Visualization: f(x) = x^4-2x^2+1
We know that the minimum of f(x) = x^4-2x^2+1 is attained at x=-1 or x=1.
Let’s try using steepest descent.
Start with an initial guess x_0=1.5.
Select direction: p_t = f'(x_t) = 4x^2 - 4x
At x_t=1.5, what is the value of f'(x_t)?
When finding the minimum from x_t=1.5, should we go left or go right?
Select learning rate. For this example, we set constant \alpha = 0.1
Update guess: x_{t+1}=x_t-\alpha_t p_t.
Repeat #4 until convergence: |x_{t+1}-x_t|\approx0.
Now, consolidating to a function that stores values in each iteration in a dataframe:
Show Codes
f <- function(x){
x^4 - 2*x^2 + 1
}
f_prime <- function(x){
return(4*x^3 - 4*x)
}
steep_f <- function(x0, alpha, tolerance = 1e-6){
x_vals <- c(x0) # Store x values
f_vals <- c(f(x0)) # Store function values
x <- x0
repeat{
# update
x_new <- x - alpha*f_prime(x)
# store values
x_vals <- c(x_vals, x_new)
f_vals <- c(f_vals, f(x_new))
# exit condition
if(abs(x_new - x) < 1e-6) break
x <- x_new
}
return(data.frame(iter = 0:(length(x_vals)-1), x = x_vals, f = f_vals))
}
Run the algorithm
Problems in Steepest Descent
when certain parameters are highly correlated with each other, the steepest descent algorithm can require many steps to reach the minimum
depending on the starting value, the steepest descent algorithm could take many steps to wind its way towards the minimum
the algorithm may get stuck at a local optimum if there are multiple optima
A Multivariate Example
One can use steepest descent to compute the maximum likelihood estimate of the mean in a multivariate normal density, given a sample of data.
Recall the log-likelihood of Multivariate Normal:
\begin{align} \log L(\boldsymbol{\mu},\boldsymbol{\Sigma}|\textbf{x}_1,\dots, \textbf{x}_n)&=\log\left(\prod_{i=1}^nf_\textbf{X}(\textbf{x}_i)\right)\\ &=\sum_{i=1}^n\log f_\textbf{X}(\textbf{x}_i) \end{align}
We know that if we maximize this with respect to \boldsymbol{\mu}, we get \hat{\boldsymbol{\mu}}=\sum_{i=1}^n\textbf{x}_i, but for demonstration, we assume that we don’t know this.
We use the negative log-likelihood since the gradient descent is designed to minimize functions.
Show codes
set.seed(123)
mu <- c(1, 2)
S <- rbind(c(1, .9), c(.9, 1))
x <- MASS::mvrnorm(500, mu, S)
nloglike <- function(mu1, mu2) {
dmv <- mvtnorm::dmvnorm(x,
c(mu1, mu2),
S,
log = TRUE)
return(-sum(dmv))
}
nloglike <- Vectorize(nloglike, c("mu1", "mu2"))
nx <- 40
ny <- 40
mu_1 <- seq(-5, 5, len = nx)
mu_2 <- seq(-5, 6, len = ny)
g <- expand.grid(mu_1, mu_2)
nLL <- nloglike(g[, 1], g[, 2])
z <- matrix(nLL, nx, ny, byrow = T)
The following is the graph of the negative log-likelihood function -L(\boldsymbol{\mu}) for different values of \mu_1 and \mu_2.
The green dot is the MLE for \boldsymbol{\mu} using the derived formula.
However, when the data are highly correlated, as they are in the simulated example, the log-likelihood surface can be difficult to optimize.

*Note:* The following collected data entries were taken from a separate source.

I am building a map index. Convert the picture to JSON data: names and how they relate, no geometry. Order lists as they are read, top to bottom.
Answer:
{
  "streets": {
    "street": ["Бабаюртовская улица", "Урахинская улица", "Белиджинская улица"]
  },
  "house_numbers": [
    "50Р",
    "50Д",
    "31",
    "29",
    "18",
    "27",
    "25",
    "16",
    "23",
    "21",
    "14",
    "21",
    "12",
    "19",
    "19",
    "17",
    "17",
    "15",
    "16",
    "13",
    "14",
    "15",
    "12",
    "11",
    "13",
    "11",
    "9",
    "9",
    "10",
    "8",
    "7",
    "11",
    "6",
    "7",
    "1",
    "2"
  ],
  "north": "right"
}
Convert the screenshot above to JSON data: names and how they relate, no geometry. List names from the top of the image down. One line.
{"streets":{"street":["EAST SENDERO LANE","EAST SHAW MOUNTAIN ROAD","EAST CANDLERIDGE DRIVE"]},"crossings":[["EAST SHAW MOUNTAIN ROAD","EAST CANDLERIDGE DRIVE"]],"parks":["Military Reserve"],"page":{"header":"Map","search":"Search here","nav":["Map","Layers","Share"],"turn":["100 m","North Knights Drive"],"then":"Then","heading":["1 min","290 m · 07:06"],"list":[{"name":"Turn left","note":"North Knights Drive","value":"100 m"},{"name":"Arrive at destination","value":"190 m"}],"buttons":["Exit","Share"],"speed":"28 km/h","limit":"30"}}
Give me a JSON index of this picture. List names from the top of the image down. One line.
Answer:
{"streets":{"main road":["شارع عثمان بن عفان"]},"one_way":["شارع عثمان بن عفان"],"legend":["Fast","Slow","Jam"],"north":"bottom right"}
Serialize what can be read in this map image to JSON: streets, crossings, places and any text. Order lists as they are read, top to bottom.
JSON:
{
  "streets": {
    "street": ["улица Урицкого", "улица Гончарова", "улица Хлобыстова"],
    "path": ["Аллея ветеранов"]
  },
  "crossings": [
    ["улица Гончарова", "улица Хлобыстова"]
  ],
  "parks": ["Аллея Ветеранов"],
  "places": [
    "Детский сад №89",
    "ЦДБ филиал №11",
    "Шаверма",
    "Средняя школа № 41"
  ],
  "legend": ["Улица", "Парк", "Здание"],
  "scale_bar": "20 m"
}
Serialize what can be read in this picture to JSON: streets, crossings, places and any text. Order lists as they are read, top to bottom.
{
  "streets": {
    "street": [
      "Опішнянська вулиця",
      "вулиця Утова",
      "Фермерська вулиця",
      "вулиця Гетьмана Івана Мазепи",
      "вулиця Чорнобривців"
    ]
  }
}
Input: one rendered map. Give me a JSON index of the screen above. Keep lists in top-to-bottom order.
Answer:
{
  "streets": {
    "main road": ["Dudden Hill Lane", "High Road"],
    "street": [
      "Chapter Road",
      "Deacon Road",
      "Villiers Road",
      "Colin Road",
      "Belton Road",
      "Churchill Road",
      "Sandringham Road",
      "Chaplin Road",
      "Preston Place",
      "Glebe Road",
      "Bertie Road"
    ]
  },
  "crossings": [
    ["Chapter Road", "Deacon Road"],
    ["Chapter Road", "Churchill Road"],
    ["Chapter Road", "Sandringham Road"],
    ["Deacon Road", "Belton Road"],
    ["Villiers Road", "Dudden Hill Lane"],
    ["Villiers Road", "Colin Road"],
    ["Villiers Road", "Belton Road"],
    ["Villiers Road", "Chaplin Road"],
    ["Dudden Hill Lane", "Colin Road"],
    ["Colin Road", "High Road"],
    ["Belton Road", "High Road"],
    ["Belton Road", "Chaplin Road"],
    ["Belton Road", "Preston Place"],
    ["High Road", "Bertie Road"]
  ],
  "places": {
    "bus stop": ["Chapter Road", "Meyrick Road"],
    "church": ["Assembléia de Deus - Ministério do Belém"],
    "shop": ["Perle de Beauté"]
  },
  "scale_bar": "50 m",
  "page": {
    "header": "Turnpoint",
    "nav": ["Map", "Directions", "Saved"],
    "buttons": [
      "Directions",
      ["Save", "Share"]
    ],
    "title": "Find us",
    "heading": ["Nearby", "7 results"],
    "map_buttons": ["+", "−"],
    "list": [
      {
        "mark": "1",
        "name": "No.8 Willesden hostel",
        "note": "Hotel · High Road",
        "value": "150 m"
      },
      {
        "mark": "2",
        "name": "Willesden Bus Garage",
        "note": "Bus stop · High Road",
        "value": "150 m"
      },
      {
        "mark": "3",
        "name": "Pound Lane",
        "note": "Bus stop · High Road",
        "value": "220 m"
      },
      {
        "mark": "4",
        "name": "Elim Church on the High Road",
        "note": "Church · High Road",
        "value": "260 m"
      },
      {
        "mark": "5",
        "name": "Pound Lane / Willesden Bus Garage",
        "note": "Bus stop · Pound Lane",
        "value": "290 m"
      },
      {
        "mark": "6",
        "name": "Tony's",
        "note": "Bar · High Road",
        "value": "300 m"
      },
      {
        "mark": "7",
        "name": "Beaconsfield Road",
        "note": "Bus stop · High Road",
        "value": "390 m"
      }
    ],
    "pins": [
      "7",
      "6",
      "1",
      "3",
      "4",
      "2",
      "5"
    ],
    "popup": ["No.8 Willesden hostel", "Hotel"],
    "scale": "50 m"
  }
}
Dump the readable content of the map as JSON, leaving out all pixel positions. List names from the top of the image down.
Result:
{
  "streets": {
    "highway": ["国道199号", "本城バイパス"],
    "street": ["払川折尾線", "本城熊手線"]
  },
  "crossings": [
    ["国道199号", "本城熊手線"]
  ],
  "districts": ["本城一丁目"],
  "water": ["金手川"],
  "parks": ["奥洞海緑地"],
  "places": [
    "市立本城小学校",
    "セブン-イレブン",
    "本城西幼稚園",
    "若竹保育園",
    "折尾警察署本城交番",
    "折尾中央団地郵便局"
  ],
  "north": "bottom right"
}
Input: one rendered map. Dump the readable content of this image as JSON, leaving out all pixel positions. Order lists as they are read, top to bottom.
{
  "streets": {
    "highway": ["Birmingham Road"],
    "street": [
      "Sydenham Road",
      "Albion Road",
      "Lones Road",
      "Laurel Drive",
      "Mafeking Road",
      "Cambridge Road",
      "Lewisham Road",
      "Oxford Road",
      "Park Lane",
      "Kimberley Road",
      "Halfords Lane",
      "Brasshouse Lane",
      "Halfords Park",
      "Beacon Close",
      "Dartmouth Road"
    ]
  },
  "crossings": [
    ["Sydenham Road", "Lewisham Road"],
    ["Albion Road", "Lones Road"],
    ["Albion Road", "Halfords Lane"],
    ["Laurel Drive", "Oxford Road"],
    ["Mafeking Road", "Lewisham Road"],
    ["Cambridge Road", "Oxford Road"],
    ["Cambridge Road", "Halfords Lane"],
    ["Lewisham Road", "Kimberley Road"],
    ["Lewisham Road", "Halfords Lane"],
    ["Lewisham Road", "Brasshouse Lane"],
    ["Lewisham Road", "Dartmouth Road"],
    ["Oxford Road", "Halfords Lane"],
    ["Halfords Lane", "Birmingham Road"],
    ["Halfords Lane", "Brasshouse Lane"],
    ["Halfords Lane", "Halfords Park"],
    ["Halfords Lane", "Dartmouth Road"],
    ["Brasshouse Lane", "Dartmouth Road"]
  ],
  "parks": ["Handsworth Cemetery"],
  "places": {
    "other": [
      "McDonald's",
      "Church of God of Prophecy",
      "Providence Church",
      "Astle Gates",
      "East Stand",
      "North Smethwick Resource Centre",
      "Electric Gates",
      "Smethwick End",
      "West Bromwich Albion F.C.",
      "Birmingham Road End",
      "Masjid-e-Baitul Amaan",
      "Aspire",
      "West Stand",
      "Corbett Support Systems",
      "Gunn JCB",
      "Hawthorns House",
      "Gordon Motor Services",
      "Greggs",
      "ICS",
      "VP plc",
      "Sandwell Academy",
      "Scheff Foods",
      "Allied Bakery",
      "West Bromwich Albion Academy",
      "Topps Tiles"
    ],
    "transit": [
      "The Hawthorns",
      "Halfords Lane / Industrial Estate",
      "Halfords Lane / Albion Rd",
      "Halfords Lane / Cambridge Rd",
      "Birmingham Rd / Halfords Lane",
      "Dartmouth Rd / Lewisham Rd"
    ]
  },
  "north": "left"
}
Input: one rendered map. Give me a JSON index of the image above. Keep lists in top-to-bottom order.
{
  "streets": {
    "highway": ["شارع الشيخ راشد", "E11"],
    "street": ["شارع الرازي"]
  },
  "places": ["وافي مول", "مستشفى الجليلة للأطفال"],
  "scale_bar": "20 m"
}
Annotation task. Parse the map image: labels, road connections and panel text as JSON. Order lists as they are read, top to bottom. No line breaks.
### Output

In such cases, a very narrow ridge develops in the (negative) log-likelihood that can be difficult for the gradient descent algorithm to navigate.
The following implements the gradient descent, where the initial state is at x_0 = (-5,-2), learning rate \alpha=1, and for 8 steps only.
Show codes
norm <- function(x) x / sqrt(sum(x^2))
Sinv <- solve(S) # Not suggested; it solves a system of equations
step1 <- function(mu, alpha = 1) {
D <- sweep(x, 2, mu, "-")
score <- colSums(D) %>% norm
mu + alpha * drop(Sinv %*% score)
}
steep <- function(mu, n = 10, ...) {
results <- vector("list", length = n)
for(i in seq_len(n)) {
results[[i]] <- step1(mu, ...)
mu <- results[[i]]
}
results
}
m <- do.call("rbind", steep(c(-5, -2), 8))
m <- rbind(c(-5, -2), m)
We can see that the path of the algorithm is rather winding as it traverses the narrow valley.
Now, we have fixed the step-length in this case, which is probably not optimal. However, one can still see that the algorithm has some difficulty navigating the surface because the direction of steepest descent does not take one directly towards the minimum ever.
We can also adjust the learning rate \alpha to 0.25 and increase the number of iterations from 8 to 60.
We can also change the initial guess to x_0=(0,0)
3.1.3 Newton’s Method
Definition 3.5 (Newton Step)
The updating procedure for the Newton’s Method is
x_{t+1} = x_t - \frac{f'(x_t)}{f''(x_t)}
If f is a multivariate function then the updating procedure for a vector \textbf{x}_t is
\textbf{x}_{t+1} = \textbf{x}_{t} -\nabla^2f(\textbf{x}_t)^{-1}\nabla f(\textbf{x}_t)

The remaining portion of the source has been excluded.